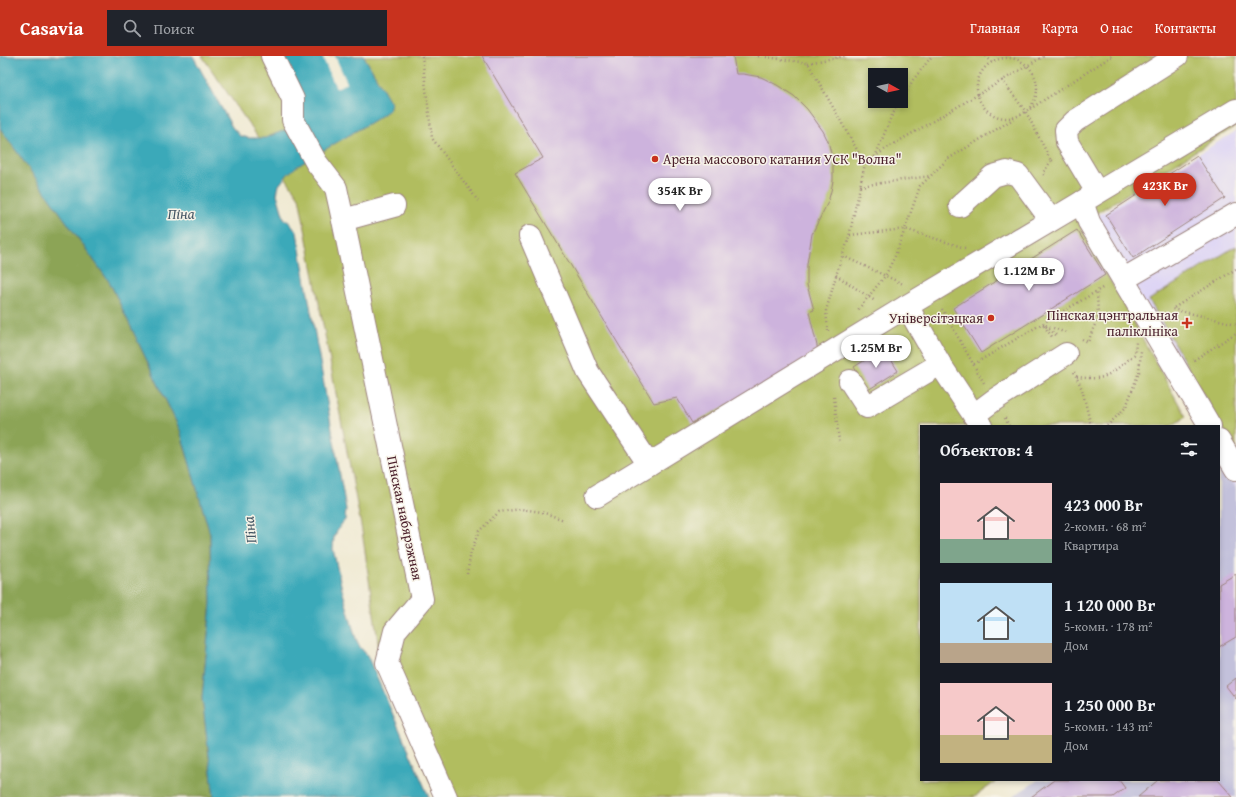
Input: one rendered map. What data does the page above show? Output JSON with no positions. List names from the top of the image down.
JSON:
{
  "streets": {
    "street": ["Пінская набярэжная"]
  },
  "water": ["Піна"],
  "places": {
    "other": ["Арена массового катания УСК \"Волна\"", "Універсітэцкая"],
    "health": ["Пінская цэнтральная паліклініка"]
  },
  "north": "right",
  "page": {
    "header": "Casavia",
    "search": "Поиск",
    "nav": [
      "Главная",
      "Карта",
      "О нас",
      "Контакты"
    ],
    "price": [
      "423K Br",
      "354K Br",
      "1.12M Br",
      "1.25M Br"
    ],
    "heading": "Объектов: 4",
    "list": [
      {
        "name": "423 000 Br",
        "note": "2-комн. · 68 m² · Квартира"
      },
      {
        "name": "1 120 000 Br",
        "note": "5-комн. · 178 m² · Дом"
      },
      {
        "name": "1 250 000 Br",
        "note": "5-комн. · 143 m² · Дом"
      }
    ]
  }
}
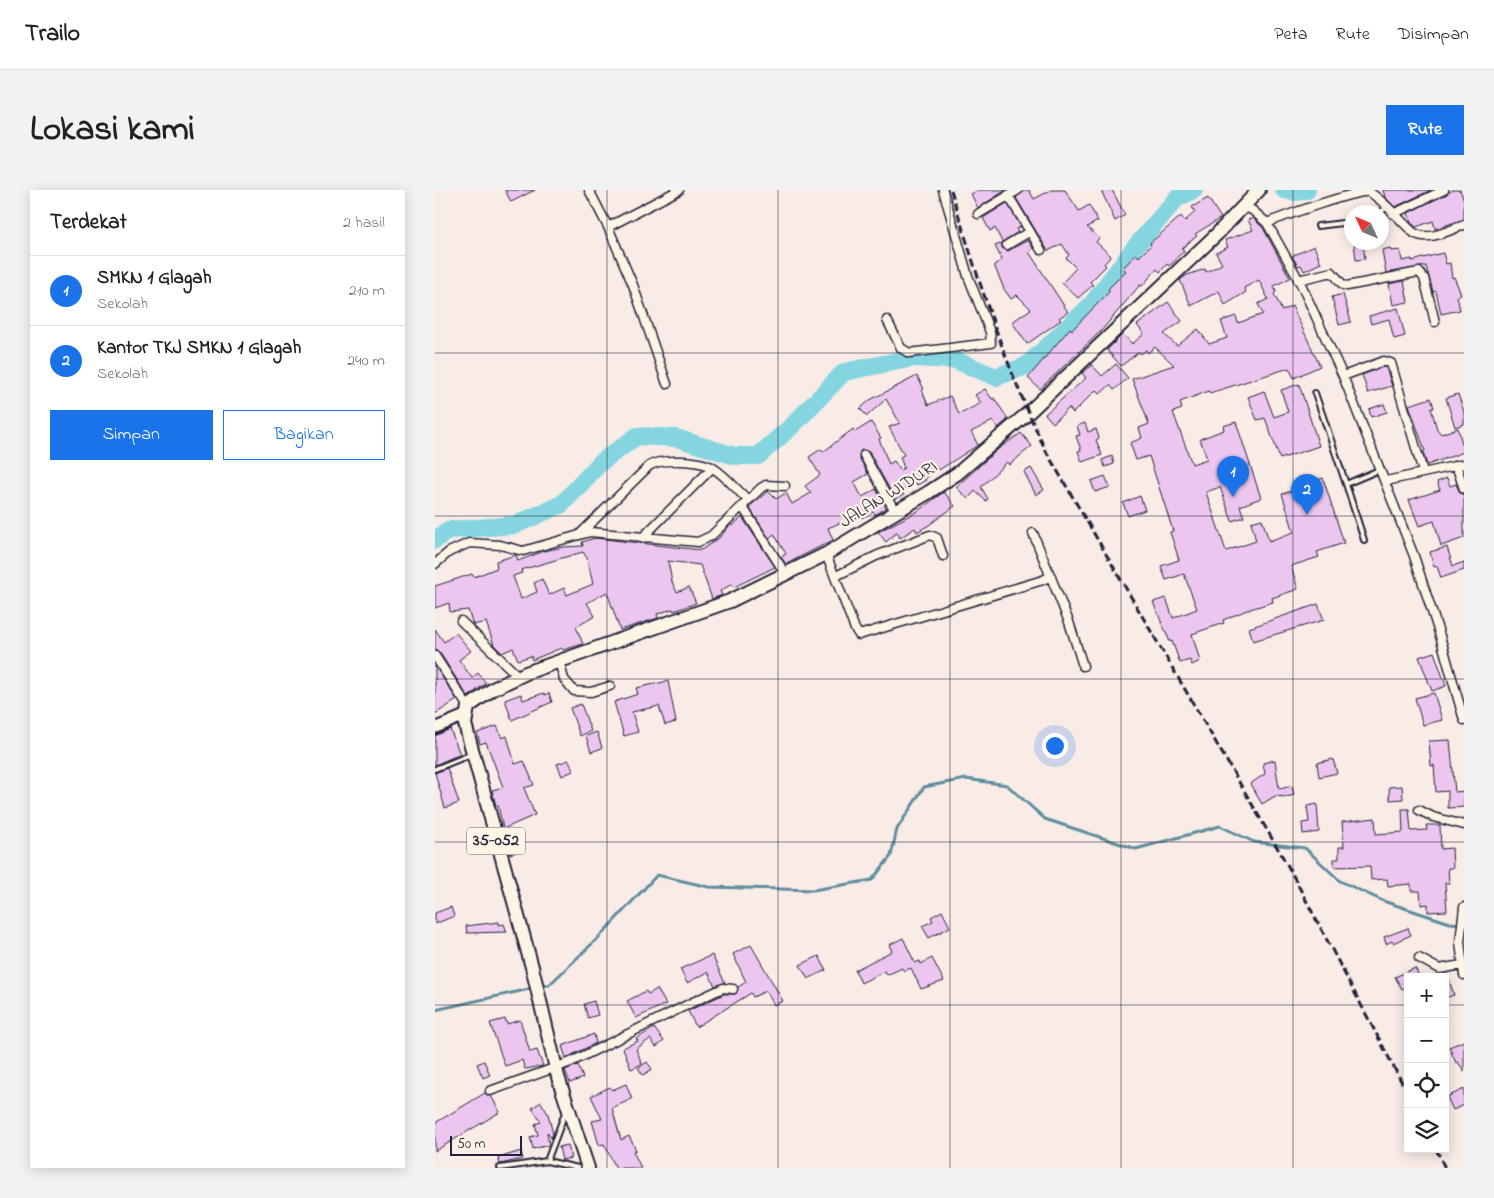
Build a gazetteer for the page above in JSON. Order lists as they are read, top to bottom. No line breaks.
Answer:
{"streets":{"main road":["JALAN WIDURI","35-052"]},"crossings":[["JALAN WIDURI","35-052"]],"scale_bar":"50 m","north":"top left","page":{"header":"Trailo","nav":["Peta","Rute","Disimpan"],"title":"Lokasi kami","buttons":["Rute",["Simpan","Bagikan"]],"heading":["Terdekat","2 hasil"],"list":[{"mark":"1","name":"SMKN 1 Glagah","note":"Sekolah","value":"210 m"},{"mark":"2","name":"Kantor TKJ SMKN 1 Glagah","note":"Sekolah","value":"240 m"}],"pins":["1","2"],"map_buttons":["+","−"],"scale":"50 m"}}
------------------------------------------------------------------------
■ **TRY IT**: Take every line of the material that contains the word "above", and copy it.

■ **ANSWER SECTION**:
Input: one rendered map. What data does the page above show? Output JSON with no positions. List names from the top of the image down.
Build a gazetteer for the page above in JSON. Order lists as they are read, top to bottom. No line breaks.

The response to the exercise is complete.